─── The data ───

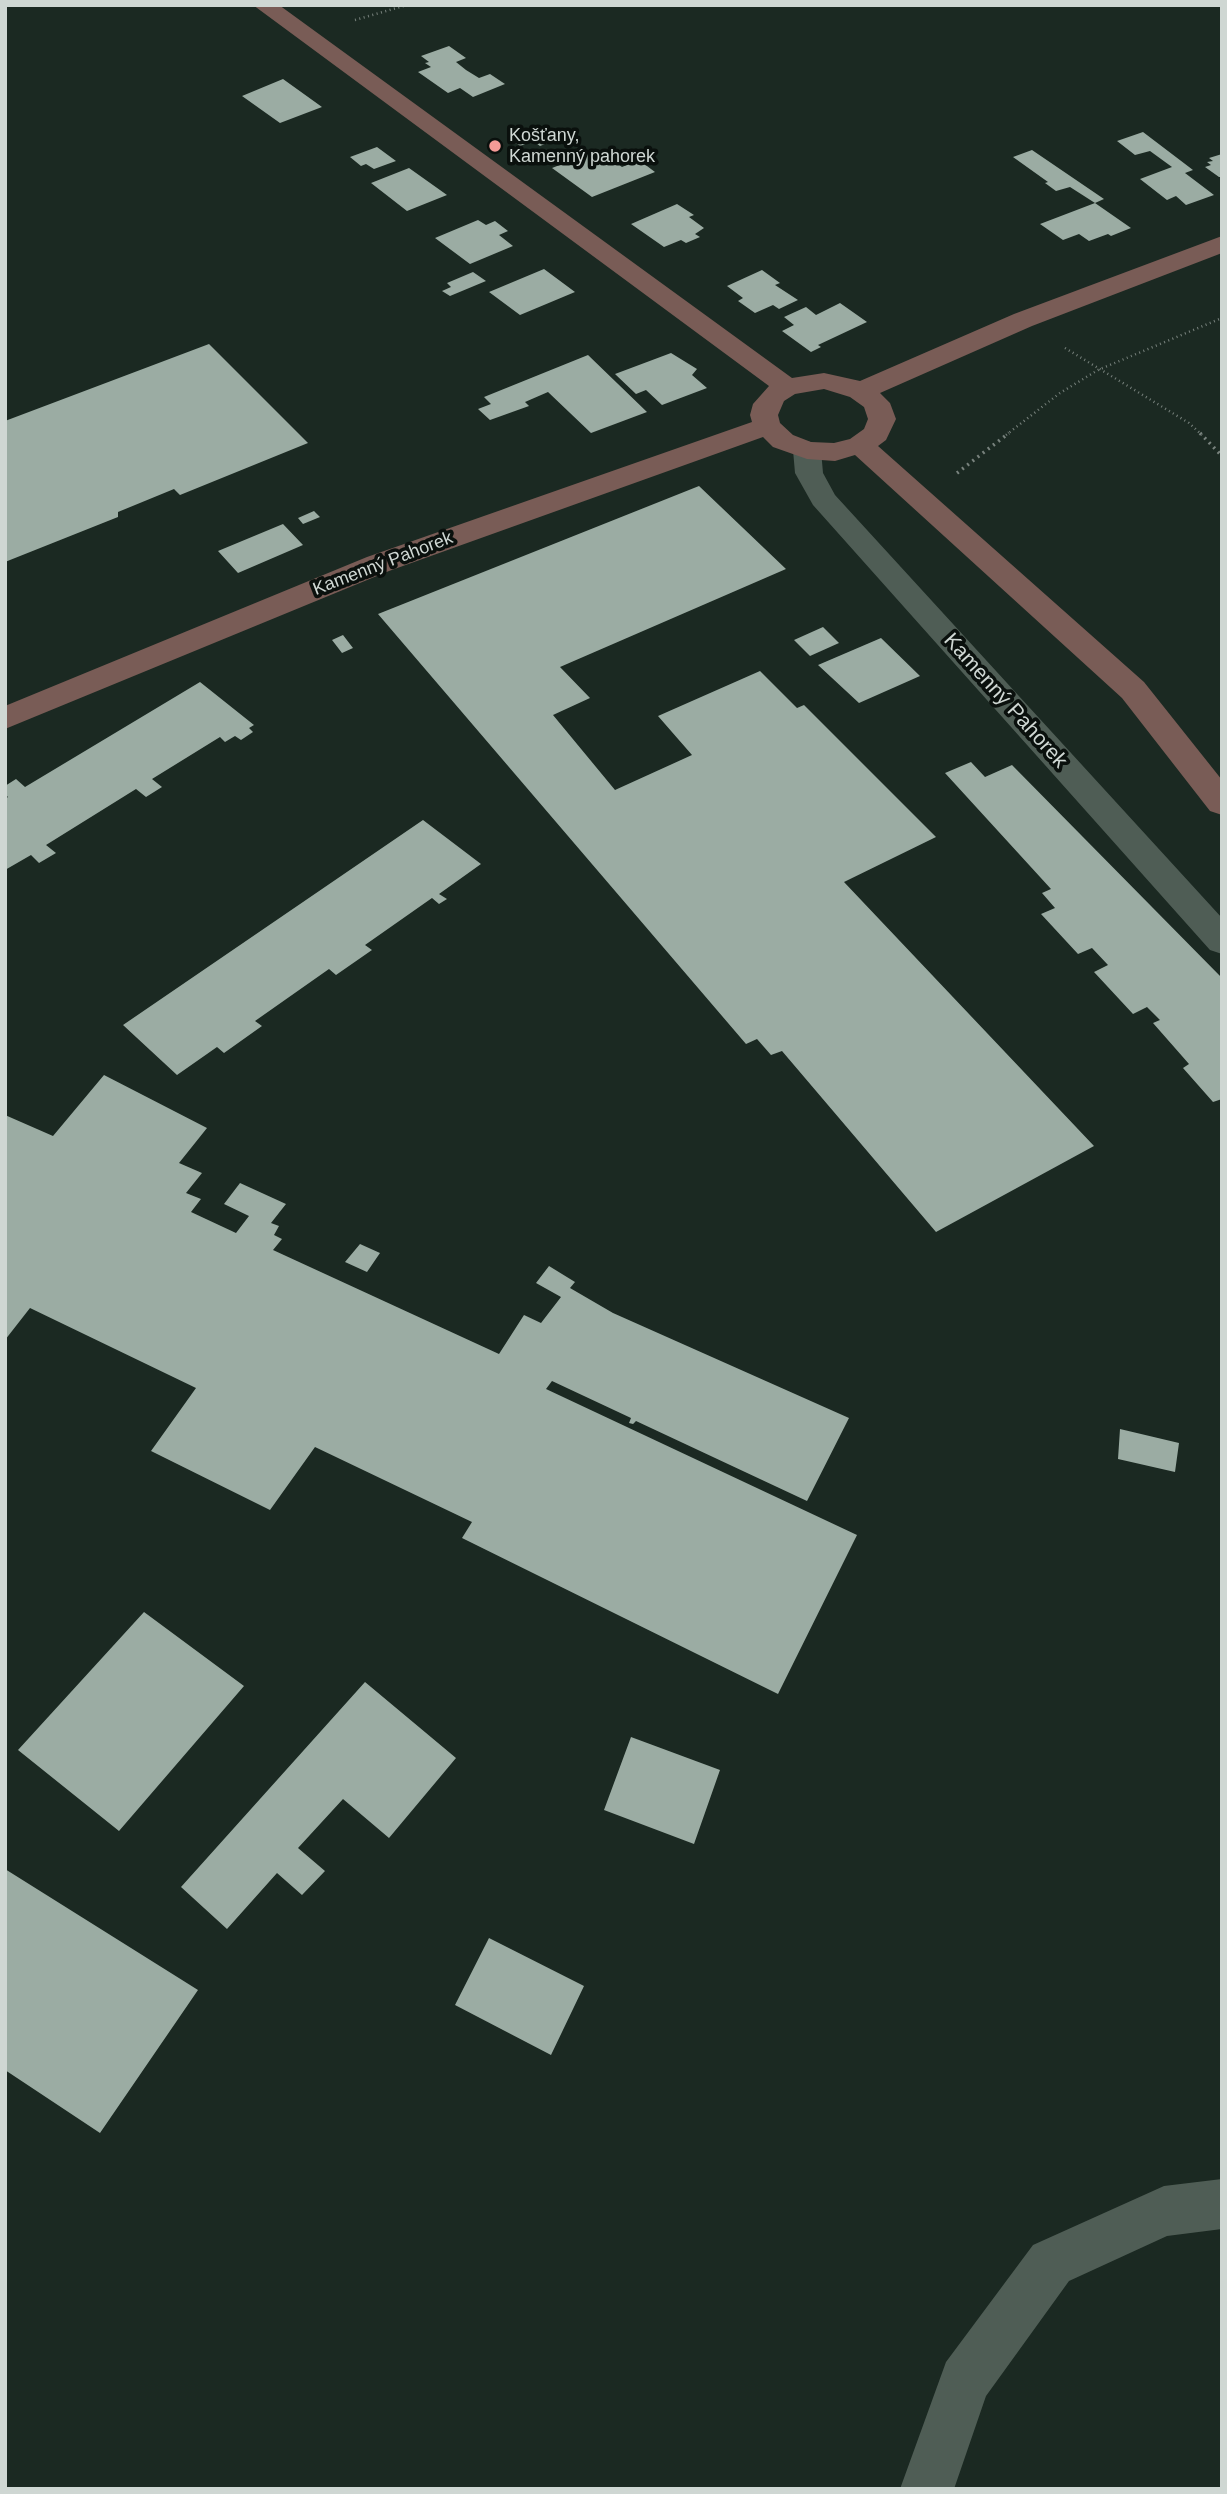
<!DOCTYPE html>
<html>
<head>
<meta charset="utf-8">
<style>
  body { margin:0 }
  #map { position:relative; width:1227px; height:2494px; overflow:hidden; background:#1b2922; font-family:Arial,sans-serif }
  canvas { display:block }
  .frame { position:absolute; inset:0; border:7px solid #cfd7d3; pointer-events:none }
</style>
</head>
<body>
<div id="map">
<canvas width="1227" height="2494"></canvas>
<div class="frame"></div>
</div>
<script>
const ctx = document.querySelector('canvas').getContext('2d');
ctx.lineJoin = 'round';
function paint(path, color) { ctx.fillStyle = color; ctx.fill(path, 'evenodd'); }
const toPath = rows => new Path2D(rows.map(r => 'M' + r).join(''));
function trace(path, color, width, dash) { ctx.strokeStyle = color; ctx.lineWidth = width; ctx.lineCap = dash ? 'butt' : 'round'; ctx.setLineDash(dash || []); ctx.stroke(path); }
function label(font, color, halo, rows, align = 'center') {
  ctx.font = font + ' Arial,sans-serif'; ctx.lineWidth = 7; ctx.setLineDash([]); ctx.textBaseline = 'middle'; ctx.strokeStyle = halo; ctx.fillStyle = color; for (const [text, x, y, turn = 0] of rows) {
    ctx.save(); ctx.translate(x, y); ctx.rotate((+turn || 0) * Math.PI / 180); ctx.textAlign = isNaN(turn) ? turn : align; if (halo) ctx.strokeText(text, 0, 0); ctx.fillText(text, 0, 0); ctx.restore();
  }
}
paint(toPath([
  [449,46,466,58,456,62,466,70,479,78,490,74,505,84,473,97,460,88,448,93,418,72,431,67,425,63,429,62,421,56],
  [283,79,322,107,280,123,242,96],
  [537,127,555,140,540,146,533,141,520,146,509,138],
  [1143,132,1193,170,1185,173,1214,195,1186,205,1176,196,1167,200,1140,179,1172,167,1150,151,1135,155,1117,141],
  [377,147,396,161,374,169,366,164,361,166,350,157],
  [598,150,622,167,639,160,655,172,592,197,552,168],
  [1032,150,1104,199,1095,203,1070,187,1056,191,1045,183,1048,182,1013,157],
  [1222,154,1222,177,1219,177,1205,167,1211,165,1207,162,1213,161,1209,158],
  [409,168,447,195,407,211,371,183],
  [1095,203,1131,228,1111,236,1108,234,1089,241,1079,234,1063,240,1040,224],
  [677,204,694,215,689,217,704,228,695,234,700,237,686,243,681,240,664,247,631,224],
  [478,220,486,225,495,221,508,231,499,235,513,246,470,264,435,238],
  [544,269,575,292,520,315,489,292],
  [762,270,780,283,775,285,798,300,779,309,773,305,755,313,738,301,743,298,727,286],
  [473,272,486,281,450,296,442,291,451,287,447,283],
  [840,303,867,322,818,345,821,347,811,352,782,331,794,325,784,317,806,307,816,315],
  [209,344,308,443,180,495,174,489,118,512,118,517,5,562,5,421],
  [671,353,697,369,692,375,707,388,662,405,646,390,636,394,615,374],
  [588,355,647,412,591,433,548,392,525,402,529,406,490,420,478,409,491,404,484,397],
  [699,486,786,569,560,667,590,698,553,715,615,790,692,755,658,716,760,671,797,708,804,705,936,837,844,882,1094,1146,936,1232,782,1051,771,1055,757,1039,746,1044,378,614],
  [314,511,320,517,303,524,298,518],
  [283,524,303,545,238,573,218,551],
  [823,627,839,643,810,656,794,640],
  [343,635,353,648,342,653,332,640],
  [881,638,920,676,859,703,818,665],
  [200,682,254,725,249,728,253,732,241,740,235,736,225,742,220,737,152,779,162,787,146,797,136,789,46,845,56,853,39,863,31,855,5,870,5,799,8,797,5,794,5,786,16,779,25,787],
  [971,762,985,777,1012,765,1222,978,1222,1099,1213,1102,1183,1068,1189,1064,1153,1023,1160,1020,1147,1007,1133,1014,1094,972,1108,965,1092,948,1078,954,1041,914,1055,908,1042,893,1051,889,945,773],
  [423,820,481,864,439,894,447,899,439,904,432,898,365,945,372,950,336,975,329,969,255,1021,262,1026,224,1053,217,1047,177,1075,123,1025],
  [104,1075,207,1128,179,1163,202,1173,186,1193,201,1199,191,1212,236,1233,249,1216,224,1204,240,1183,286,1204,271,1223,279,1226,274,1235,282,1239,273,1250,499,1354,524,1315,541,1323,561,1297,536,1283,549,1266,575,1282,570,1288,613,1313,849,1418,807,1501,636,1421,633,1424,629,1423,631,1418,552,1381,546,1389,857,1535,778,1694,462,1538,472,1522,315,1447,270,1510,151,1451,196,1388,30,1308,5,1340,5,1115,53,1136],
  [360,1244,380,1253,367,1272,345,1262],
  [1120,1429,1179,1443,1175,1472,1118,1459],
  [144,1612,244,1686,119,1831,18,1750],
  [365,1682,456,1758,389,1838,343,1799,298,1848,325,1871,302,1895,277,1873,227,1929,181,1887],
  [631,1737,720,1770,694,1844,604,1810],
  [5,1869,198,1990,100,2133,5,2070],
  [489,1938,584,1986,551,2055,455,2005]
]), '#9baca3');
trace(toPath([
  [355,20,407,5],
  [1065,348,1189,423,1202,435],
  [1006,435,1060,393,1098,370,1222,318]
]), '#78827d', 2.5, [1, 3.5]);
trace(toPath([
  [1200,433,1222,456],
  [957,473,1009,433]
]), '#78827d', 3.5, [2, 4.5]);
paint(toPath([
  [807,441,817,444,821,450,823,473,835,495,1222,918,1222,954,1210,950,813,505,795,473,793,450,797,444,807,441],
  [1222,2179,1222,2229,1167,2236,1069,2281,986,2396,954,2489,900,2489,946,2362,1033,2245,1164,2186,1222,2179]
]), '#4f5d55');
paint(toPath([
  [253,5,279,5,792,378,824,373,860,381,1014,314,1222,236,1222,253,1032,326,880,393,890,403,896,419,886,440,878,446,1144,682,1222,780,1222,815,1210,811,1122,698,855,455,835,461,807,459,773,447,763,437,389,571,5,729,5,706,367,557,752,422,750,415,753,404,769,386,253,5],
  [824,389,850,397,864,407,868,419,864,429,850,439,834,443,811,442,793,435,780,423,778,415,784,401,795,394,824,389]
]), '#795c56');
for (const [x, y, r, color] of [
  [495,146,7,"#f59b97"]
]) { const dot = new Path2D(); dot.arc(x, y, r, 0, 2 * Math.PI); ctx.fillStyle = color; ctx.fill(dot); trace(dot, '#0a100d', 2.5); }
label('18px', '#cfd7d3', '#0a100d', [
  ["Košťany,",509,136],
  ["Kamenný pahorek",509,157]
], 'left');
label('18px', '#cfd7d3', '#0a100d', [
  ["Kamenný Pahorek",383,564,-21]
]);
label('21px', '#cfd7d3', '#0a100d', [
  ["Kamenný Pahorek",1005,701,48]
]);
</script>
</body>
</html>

───

→ **Your assignment**: For every line in the listing above that contains "align", copy that line.

→ **Written solution**:
function label(font, color, halo, rows, align = 'center') {
    ctx.save(); ctx.translate(x, y); ctx.rotate((+turn || 0) * Math.PI / 180); ctx.textAlign = isNaN(turn) ? turn : align; if (halo) ctx.strokeText(text, 0, 0); ctx.fillText(text, 0, 0); ctx.restore();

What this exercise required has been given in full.